Source material —
<<<<

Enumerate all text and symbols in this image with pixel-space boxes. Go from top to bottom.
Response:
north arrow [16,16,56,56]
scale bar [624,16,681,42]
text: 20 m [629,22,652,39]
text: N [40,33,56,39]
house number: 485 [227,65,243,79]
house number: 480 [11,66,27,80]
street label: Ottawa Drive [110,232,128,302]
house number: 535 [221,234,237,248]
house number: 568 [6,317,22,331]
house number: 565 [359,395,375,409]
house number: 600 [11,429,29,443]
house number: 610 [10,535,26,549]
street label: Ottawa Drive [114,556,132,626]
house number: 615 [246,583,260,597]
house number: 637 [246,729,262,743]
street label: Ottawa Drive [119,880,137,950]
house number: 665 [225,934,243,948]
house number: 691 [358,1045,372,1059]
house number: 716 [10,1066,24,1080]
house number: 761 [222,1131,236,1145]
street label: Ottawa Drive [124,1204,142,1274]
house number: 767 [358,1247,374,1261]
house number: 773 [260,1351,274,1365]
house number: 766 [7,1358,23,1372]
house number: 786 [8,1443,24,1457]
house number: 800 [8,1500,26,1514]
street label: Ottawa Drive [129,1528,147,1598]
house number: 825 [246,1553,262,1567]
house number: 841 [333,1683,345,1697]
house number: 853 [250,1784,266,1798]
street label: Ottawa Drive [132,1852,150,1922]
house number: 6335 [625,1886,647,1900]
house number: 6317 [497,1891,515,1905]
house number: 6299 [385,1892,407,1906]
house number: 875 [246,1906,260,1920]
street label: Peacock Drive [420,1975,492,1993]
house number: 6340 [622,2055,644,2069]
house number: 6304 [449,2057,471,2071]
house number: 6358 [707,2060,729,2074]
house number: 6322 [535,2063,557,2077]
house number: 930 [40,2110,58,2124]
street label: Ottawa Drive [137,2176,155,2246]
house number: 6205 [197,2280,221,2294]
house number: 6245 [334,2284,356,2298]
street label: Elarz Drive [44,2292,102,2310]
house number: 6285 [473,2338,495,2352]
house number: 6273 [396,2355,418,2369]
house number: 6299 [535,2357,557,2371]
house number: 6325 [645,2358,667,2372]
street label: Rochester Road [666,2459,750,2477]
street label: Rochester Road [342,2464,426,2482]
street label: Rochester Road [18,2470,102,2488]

>>>>
<<<<

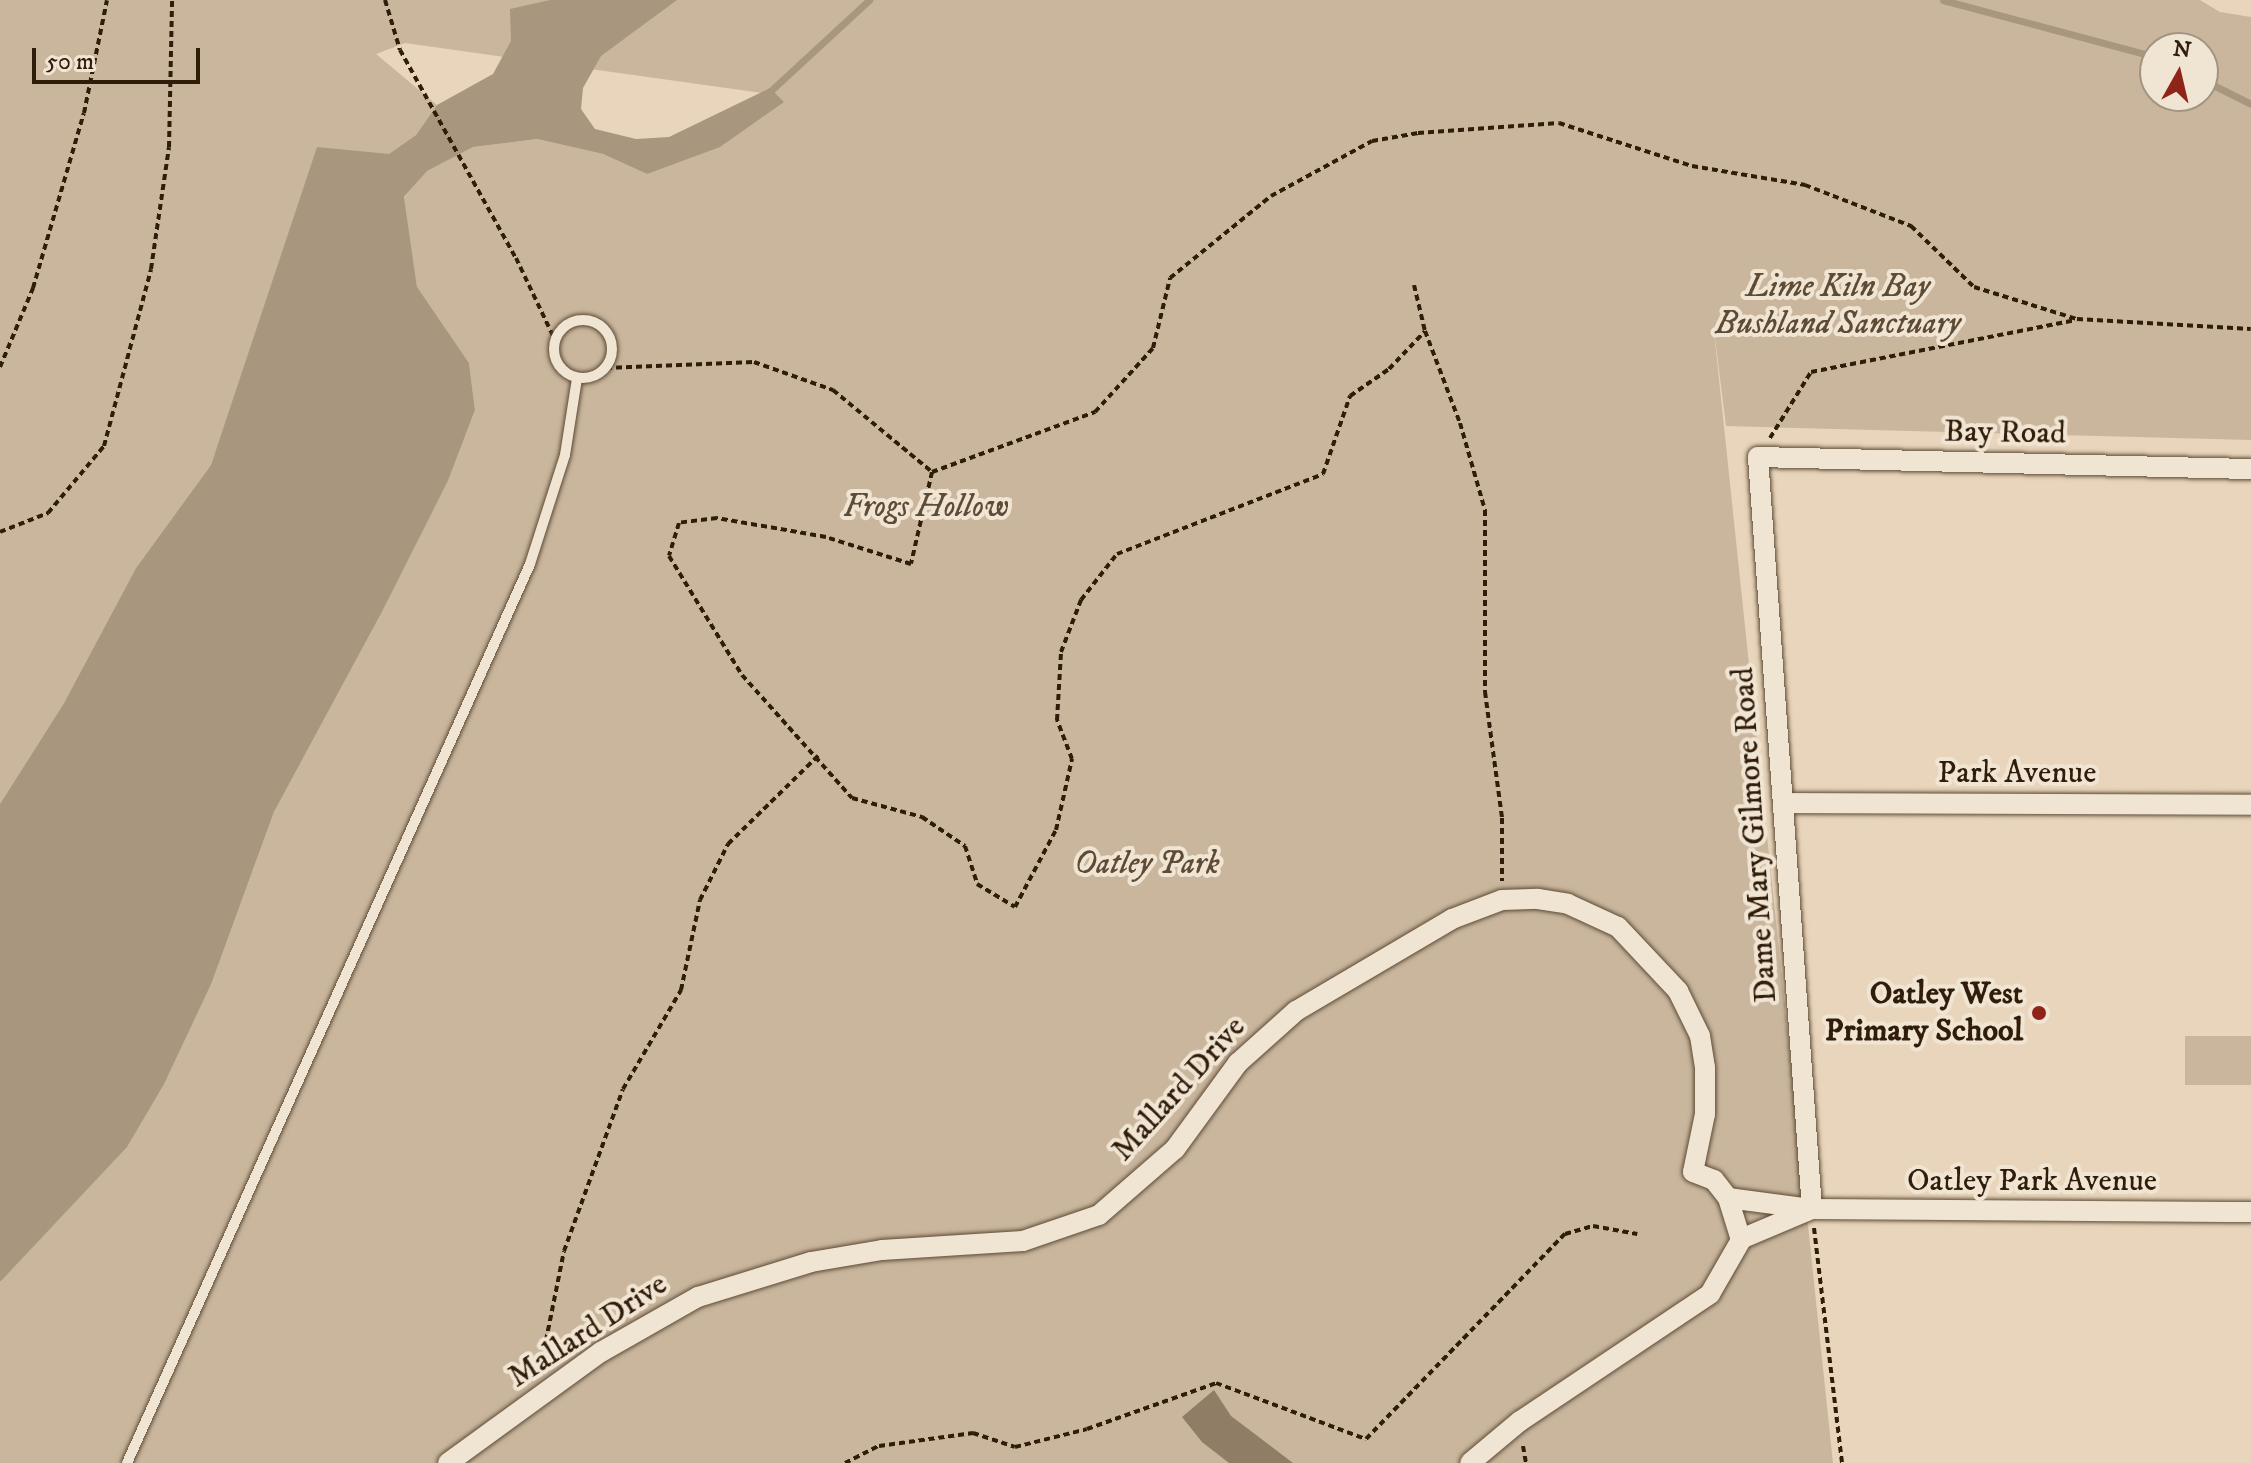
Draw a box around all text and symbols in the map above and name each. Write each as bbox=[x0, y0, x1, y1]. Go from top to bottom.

>>>>

Required work — Go line by line through the listing and count every line that includes the word "bottom". Only the total is needed.

Result for this task — 2